____ Exercise data

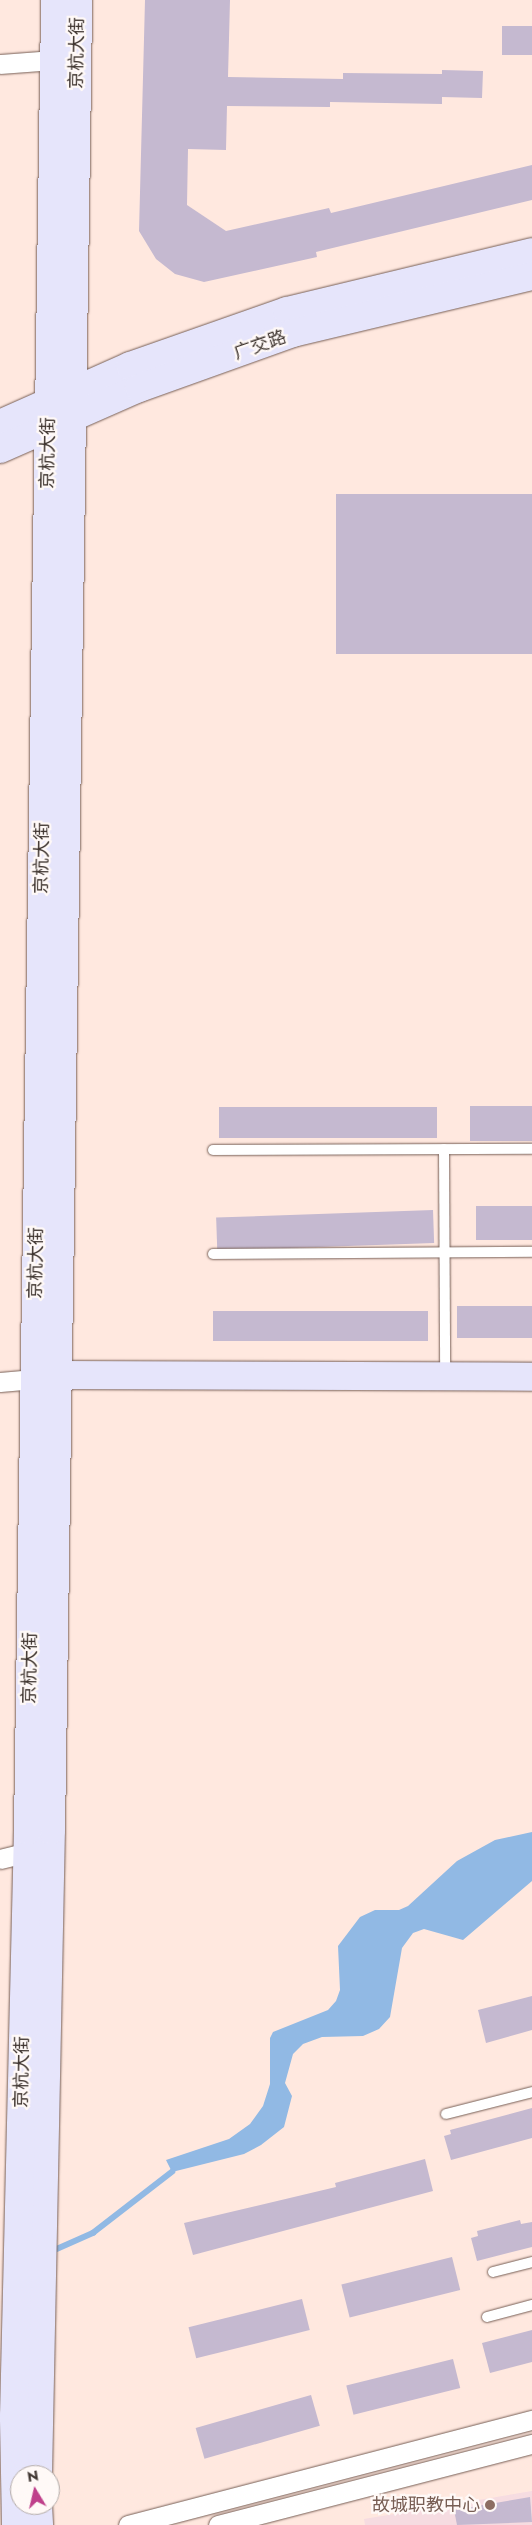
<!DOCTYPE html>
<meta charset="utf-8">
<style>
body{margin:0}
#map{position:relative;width:532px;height:2525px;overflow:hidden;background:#ffe8df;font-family:Jost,"Noto Sans SC",sans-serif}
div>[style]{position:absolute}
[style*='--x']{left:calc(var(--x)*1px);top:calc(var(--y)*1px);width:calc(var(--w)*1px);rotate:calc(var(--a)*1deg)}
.education>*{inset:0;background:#f6dce1}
.water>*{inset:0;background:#91b9e4}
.stream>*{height:5.5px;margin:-2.75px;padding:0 2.75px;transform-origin:2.75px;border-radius:2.75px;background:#91b9e4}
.building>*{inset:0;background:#c5b9d0;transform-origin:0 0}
.roads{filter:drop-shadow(0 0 1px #775f56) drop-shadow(0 0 1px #775f56)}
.lane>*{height:10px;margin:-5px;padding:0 5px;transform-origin:5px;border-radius:5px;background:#fff}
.street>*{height:19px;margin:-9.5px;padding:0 9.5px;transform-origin:9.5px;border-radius:9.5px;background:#fff}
.secondary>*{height:28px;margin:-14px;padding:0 14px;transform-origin:14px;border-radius:14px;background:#e6e5fb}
.dots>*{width:14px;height:14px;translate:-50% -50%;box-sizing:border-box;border:2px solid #fff9f7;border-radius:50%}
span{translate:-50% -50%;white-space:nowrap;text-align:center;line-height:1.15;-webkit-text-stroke:4.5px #fff9f7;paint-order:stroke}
.street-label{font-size:18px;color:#3e342f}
.education-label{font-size:18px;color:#785e54}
.right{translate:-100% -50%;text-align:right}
.north{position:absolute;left:10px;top:2465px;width:50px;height:50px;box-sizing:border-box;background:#fff9f7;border:1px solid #b2aaa7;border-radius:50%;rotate:351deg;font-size:14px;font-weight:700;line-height:20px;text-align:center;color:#3e342f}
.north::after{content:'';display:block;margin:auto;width:18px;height:22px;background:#bf408b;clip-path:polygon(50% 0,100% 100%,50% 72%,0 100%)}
</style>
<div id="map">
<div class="education">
<i style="clip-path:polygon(532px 2491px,532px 2525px,365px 2525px,364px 2519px)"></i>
</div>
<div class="water">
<i style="clip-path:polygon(532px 1832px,532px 1881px,463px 1940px,424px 1929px,413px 1933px,402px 1948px,390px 2017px,379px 2029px,363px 2036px,322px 2037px,303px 2044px,293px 2054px,285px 2083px,292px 2096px,284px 2127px,261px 2145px,244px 2154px,172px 2172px,166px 2160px,229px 2139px,250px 2124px,263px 2106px,270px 2084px,270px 2038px,273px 2032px,328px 2010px,336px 2001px,340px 1990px,338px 1946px,360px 1917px,375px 1910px,399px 1910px,408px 1906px,457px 1861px,495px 1840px)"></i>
</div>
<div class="stream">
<i style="--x:50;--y:2252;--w:47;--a:-23.8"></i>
<i style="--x:93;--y:2233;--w:100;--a:-37.7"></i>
</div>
<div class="building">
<i style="clip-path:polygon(145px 0,230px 0,228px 77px,343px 79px,343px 73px,442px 74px,442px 70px,483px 71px,482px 98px,442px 97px,442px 104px,330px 102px,330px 107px,227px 106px,226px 150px,188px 149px,187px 205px,226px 231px,329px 208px,331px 213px,532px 165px,532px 200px,316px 252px,317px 257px,204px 282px,175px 274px,156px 259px,139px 231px)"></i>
<i style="left:502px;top:26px;width:30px;height:29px"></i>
<i style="left:532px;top:494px;width:160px;height:196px;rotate:90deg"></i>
<i style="left:470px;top:1106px;width:62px;height:35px"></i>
<i style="left:437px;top:1107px;width:31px;height:218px;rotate:90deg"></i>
<i style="left:532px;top:1206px;width:34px;height:56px;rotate:90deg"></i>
<i style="left:433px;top:1210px;width:33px;height:217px;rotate:88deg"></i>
<i style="left:457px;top:1306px;width:75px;height:32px"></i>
<i style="left:428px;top:1311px;width:30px;height:215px;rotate:90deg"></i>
<i style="clip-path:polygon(532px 1996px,532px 2030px,486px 2043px,478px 2010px)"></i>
<i style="clip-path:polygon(532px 2108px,532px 2138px,451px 2160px,444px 2136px,451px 2134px,450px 2130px)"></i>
<i style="clip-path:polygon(425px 2159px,433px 2191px,193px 2255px,184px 2223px,336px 2187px,335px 2183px)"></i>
<i style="clip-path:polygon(520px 2220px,521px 2224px,532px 2222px,532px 2247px,477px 2261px,471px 2238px,478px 2236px,477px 2231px)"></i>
<i style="left:452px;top:2257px;width:34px;height:114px;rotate:76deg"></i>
<i style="left:302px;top:2299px;width:32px;height:117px;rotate:76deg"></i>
<i style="clip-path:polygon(532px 2330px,532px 2362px,490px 2373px,482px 2343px)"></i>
<i style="left:453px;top:2359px;width:30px;height:110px;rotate:76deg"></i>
<i style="left:311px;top:2395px;width:32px;height:120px;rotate:74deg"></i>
<i style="clip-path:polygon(530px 2497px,532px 2522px,457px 2525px,454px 2510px)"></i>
</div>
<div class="roads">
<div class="lane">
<i style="--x:444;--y:1149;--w:227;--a:89.7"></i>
<i style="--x:213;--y:1150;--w:319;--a:-0.2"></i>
<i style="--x:213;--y:1254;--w:319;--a:-0.4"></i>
<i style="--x:446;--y:2114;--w:89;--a:-14.3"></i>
<i style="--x:493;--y:2272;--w:40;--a:-14.4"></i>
<i style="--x:487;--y:2317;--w:47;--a:-14.9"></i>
</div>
<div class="street">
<i style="--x:0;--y:64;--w:54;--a:-4.2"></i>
<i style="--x:0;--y:1382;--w:34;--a:-5"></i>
<i style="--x:0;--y:1859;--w:29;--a:-14"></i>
<i style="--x:128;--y:2525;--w:417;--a:-14.6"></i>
<i style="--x:218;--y:2525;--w:324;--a:-14.5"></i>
</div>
<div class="secondary">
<i style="--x:0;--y:424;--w:142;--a:-24"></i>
<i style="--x:130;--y:366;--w:166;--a:-19.3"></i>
<i style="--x:287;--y:311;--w:252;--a:-13.5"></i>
<i style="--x:0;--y:449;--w:152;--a:-23.7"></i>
<i style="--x:139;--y:388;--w:164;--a:-19.7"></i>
<i style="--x:293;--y:333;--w:246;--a:-13.4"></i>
<i style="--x:57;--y:1375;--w:475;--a:0.2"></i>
<i style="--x:38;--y:2475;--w:645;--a:-88.85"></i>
<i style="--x:51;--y:1830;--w:1830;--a:-89.15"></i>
<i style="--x:38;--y:2505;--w:20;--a:87"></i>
<i style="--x:16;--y:2525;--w:109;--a:-91.1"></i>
<i style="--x:14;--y:2416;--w:586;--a:-88.63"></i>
<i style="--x:28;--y:1830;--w:1830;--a:-89.15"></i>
</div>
</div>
<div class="dots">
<i style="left:490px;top:2505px;background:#8d6e63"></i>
</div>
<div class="street-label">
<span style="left:77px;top:53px;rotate:-89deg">京杭大街</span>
<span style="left:260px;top:345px;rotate:-19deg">广交路</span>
<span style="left:48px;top:453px;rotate:-89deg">京杭大街</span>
<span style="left:42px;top:858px;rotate:-89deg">京杭大街</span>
<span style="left:36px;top:1263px;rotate:-89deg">京杭大街</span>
<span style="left:30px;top:1668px;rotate:-89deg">京杭大街</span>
<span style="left:22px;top:2072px;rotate:-89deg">京杭大街</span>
</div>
<div class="education-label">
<span class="right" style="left:480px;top:2505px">故城职教中心</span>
</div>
<div class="north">N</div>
</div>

________

What is being asked:
Which lines in the records above hold the string "lane"? Copy each of them.

Answer section:
.lane>*{height:10px;margin:-5px;padding:0 5px;transform-origin:5px;border-radius:5px;background:#fff}
<div class="lane">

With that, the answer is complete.